Bellwood, Geneva, today. Image source: Richard Palmer

The work she began in 1905 when she purchased Bellwood along Preemption Road outside Geneva had been her summer home project and the results were hers alone. She determined to have a Shropshire sheep farm. To that end, she had Norman-style sheep barns constructed and hired a professional shepherd to manage the flock.  It was said of her that she was expert in her knowledge of architecture.  She expanded the original Greek Revival cobblestone house, built in the 1830s; the cobblestone and mortar duplicates the original seamlessly. Two gravel pits were near the home and she had these made into elaborate sunken gardens. Flowers and trees were paramount, but she also had vegetable gardens, pergolas with vines, a greenhouse. To maintain these she had seven gardeners. The farm also had a power house and pumping station. In 1908 she had three homes built on the property to house permanent employees, and also a boarding house for single men. By this time she had expanded the original 150 acre property to 600 acres of farmland.
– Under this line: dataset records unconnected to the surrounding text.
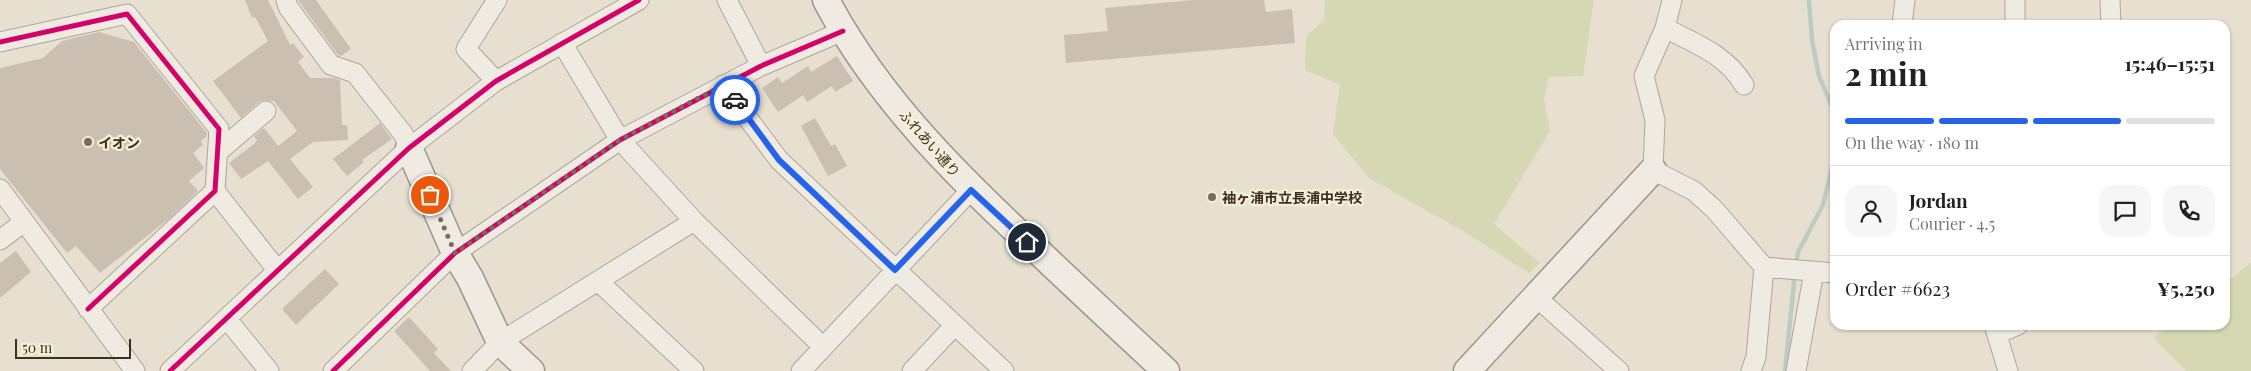 <!DOCTYPE html>
<meta charset="utf-8">
<style>
body{margin:0;font-family:"Playfair Display","Noto Sans JP",serif;background:#f6f6f6;color:#222;height:100vh;display:flex;flex-direction:column;font-size:19px;white-space:nowrap}
*{box-sizing:border-box;margin:0}
p{font-size:16px;color:#767676}
.icon{flex:none;width:28px;height:28px;fill:none;stroke:currentColor;stroke-width:2;stroke-linecap:round;stroke-linejoin:round}
.map{position:relative;flex:1;overflow:hidden}
.panel{position:absolute;left:1830px;top:20px;width:400px;height:310px;display:flex;flex-direction:column;background:#fff;border-radius:15px;box-shadow:0 1px 4px #0004}
.panel>*{flex:none}
.scale{position:absolute;left:15px;bottom:12px;width:116px;box-sizing:border-box;padding-left:5px;border:2px solid #3d2e20;border-top:0;font-size:14px;line-height:18px;white-space:nowrap;color:#3d2e20;-webkit-text-stroke:4px #f7eed8;paint-order:stroke}
.pin{position:absolute;display:grid;place-items:center;width:42px;height:42px;color:#fff;margin:-21px;border:2px solid #fff;border-radius:50%;box-shadow:0 1px 5px #0007}
.courier{position:absolute;display:grid;place-items:center;width:50px;height:50px;margin:-25px;border:4px solid #2563eb;border-radius:50%;background:#fff;color:#222;box-shadow:0 1px 6px #0007}
.overview em{font-style:normal;font-weight:700}
.overview div{display:flex;flex-direction:column-reverse}
.overview{display:flex;align-items:center;justify-content:space-between;height:85px;padding:0 15px}
h1{font-size:32px;font-weight:700;line-height:38px}
.bar{display:grid;grid-template-columns:repeat(4,1fr);gap:8px 5px;align-content:center;height:60px;padding:0 15px}
.bar i{height:6px;border-radius:4px;background:#e0e0e0}
.bar .selected{background:#2563eb}
.bar p{grid-column:span 4}
.line{display:flex;align-items:center;gap:12px;padding:0 15px;border-top:1px solid #e0e0e0}
.line div{flex:1}
.round{display:grid;place-items:center;flex:none;width:52px;height:52px;border-radius:15px;background:#f6f6f6}
.map>svg:first-child{display:block}
.green{fill:#d6d7b3}
.lines{fill:none;stroke-linecap:round;stroke-linejoin:round}
.stream{stroke:#bcccc2;stroke-width:4.5}
.building{fill:#cbbfb2}
.street-casing{stroke:#ada599;stroke-width:21}
.secondary-casing{stroke:#9c958a;stroke-width:29}
.street{stroke:#efebe3;stroke-width:19}
.secondary{stroke:#efebe3;stroke-width:26}
.cycleway-casing{stroke:#f7eed8;stroke-width:8}
.cycleway{stroke:#d6006c;stroke-width:5}
.done{stroke:#786c5e;stroke-width:5;stroke-dasharray:0 9}
.route{stroke:#2563eb;stroke-width:6}
.poi-dot{fill:#786c5e;stroke:#f7eed8;stroke-width:2}
.labels{text-anchor:middle;dominant-baseline:central;stroke-width:4.5;stroke-linejoin:round;paint-order:stroke}
.poi-label{font-size:14px;font-weight:bold;fill:#3d2e20;stroke:#f7eed8;text-anchor:start}
.street-label{font-size:14px;fill:#3d2e20;stroke:#f7eed8}
</style>
<div class="map">
<svg width="2251" height="371" viewBox="0 0 2251 371">
<rect width="100%" height="100%" fill="#e7e0d1"/>
<path class="green" d="M1325 0H1594L1583 76 1549 77 1544 99 1550 131 1494 224 1540 263 1529 273 1461 230 1369 178 1333 134 1340 85 1305 70 1306 36 1324 20Z
M2251 263V371H2186L2153 338 2170 325H2225V283Z"/>
<g class="lines">
<path class="stream" d="M1796 265 1798 252 1823 205 1834 159 1835 114 1819 76 1812 40 1809 0
M1785 371 1795 273"/>
</g>
<path class="building" d="M245 0H268L290 45 293 43 304 57 298 62 310 78H334L340 80 342 125H347L348 140 313 142 290 159 313 187 298 199 268 161 241 179 229 163 254 144 257 140 254 136 264 128 278 146 297 131 274 101 264 100 259 102 241 118 213 81 268 41 255 17 252 18Z
M298 0H316L351 49 341 56 338 55Z
M1193 0H1264L1266 12 1292 9 1295 43 1066 63 1064 35 1108 31 1105 8Z
M99 32 134 42 207 133V136L201 141 203 145 193 153 204 168 189 181 198 191 170 218 100 273 76 246 67 253 0 169V68L43 58 62 41Z
M837 56 853 81 835 92 832 86 807 102 803 95 778 112 762 88 778 77 782 83 808 66 811 72Z
M815 118 831 146 835 144 847 166 828 176 801 126Z
M380 123 392 139 362 160 364 162 347 176 333 159Z
M16 251 31 272 0 298V263Z
M325 269 339 284 296 325 282 309Z
M409 317 438 349 434 353 451 371H430L394 331Z"/>
<g class="lines">
<defs>
<path id="street" d="M286 0 288 7 331 65 355 73 404 135 409 148
M727 0 761 66
M1672 0 1665 28 1644 76 1655 120 1653 170 1694 191 1714 209 1764 267 1835 273
M2110 0 2111 25
M1902 25 1905 0
M2015 25V0
M1665 28C1694 43 1727 55 1744 85
M0 42 127 14 219 129 215 191 88 309
M562 43 620 140 694 221 823 347
M496 81 466 49 497 0
M723 85 779 160 1004 371
M218 152 266 111
M0 189 135 371
M215 191 278 271
M0 240 24 222
M599 282 694 371
M1535 296 1619 371
M227 319 269 371
M1994 325 2008 371
M1997 334 2018 325
M170 371 409 148 496 81 639 0
M333 371 455 253 620 140 761 66 843 31
M472 371 500 342 694 221
M801 371 971 190
M912 371 955 325
M1751 371 1756 357 1764 267
M1796 371 1814 272"/>
<path id="secondary" d="M826 0C878 99 960 179 1041 254 1082 293 1124 332 1166 371
M409 148 455 253 470 278 500 342 531 371
M1467 371 1653 170"/>
</defs>
<use href="#street" class="street-casing"/>
<use href="#secondary" class="secondary-casing"/>
<use href="#street" class="street"/>
<use href="#secondary" class="secondary"/>
<defs>
<path id="cycleway" d="M0 42 127 14 219 129 215 191 88 309
M170 371 409 148 496 81 639 0
M333 371 455 253 620 140 761 66 843 31"/>
</defs>
<use href="#cycleway" class="cycleway-casing"/>
<use href="#cycleway" class="cycleway"/>
</g>
<g class="lines">
<path class="done" d="M430 195 455 253 620 140 723 85 735 100"/>
<path class="route" d="M735 100 779 160 895 270 971 190 1027 242"/>
</g>
<g class="poi-dot">
<circle cx="88" cy="142" r="5"/>
<circle cx="1212" cy="197" r="5"/>
</g>
<g class="labels">
<g class="poi-label">
<text x="98" y="142">イオン</text>
<text x="1222" y="197">袖ヶ浦市立長浦中学校</text>
</g>
<g class="street-label">
<text transform="translate(930 143) rotate(49)">ふれあい通り</text>
</g>
</g>
</svg>
<div class="scale">50 m</div>
<div class="pin" style="left:430px;top:195px;background:#ea580c"><svg class="icon" aria-label="bag" viewBox="0 0 24 24"><path d="M5 8h14l-1 12H6zM9 8a3 3 0 0 1 6 0"/></svg></div>
<div class="pin" style="left:1027px;top:242px;background:#1f2937"><svg class="icon" aria-label="home" viewBox="0 0 24 24"><path d="M3 11l9-7 9 7M6 9v11h12V9"/></svg></div>
<div class="courier" style="left:735px;top:100px"><svg class="icon" aria-label="car" viewBox="0 0 24 24"><path d="M5 17H2v-5l4-1 3-4h7l3 4 3 1v5h-3M9 17h6M6 11h13"/><circle cx="7" cy="17" r="2"/><circle cx="17" cy="17" r="2"/></svg></div>
<section class="panel">
<div class="overview"><div><h1>2 min</h1><p>Arriving in</p></div><em>15:46–15:51</em></div>
<div class="bar"><i class="selected"></i><i class="selected"></i><i class="selected"></i><i></i><p>On the way · 180 m</p></div>
<div class="line" style="height:90px"><a class="round"><svg class="icon" aria-label="person" viewBox="0 0 24 24"><circle cx="12" cy="8" r="4"/><path d="M4 21q1-7 8-7t8 7"/></svg></a><div><b>Jordan</b><p>Courier · 4.5</p></div><a class="round"><svg class="icon" aria-label="chat" viewBox="0 0 24 24"><path d="M4 5h16v11H9l-5 4z"/></svg></a><a class="round"><svg class="icon" aria-label="phone" viewBox="0 0 24 24"><path d="M5 4h4l2 5-3 2q2 4 5 5l2-3 5 2v4C11 20 4 13 5 4z"/></svg></a></div>
<div class="line" style="height:65px"><div>Order #6623</div><b>¥5,250</b></div>
</section>
</div>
To work her crop lands, she had a superintendent to oversee it, but she was also important in the decision-making regards the farm. She consulted with the organization that predated the Cornell AgriTech college to learn the latest techniques in crop improvement.

Like all farmers, she had to deal with the vicissitudes of nature. In 1911, some of her barns were destroyed by fire and in 1912 the cyclone that came through the area damaged some of her trees and crops. She eventually transitioned from sheep farming to Hereford cattle and fruit orchards.

In 1930, Katherine Bell Lewis died from injuries suffered in a carriage accident on Preemption Road, not far from her beloved Bellwood. She was 82 years old.

Kate had been in charge of the Buffalo Almshouse Nursey for 12 years, was one of the founders of the Buffalo Children’s Hospital. At the time of her death, she owned both Elmstone in Buffalo and Bellwood in Geneva. Her estate was valued at over $2,000,000, most of that consisting of General Electric stock. Her will left the bulk of her estate to her son Alfred, with bequests to grandchildren, a long time family retainer, $20,000 ($46,338)each to Westminster Presbyterian and Children’s Hospital. But the most interesting bequest is the one to her daughter-in-law and fellow suffragist, Agnes Slosson Bell: $202,602, today’s equivalent of $4,694,185. Kate understood the power of putting money into the hands of intelligent women and trusting them to do good with it. She led by example.



Portrait of Katherine Bell Lewis, on view in the Bell Memorial Library. Image photographed and restored by the author.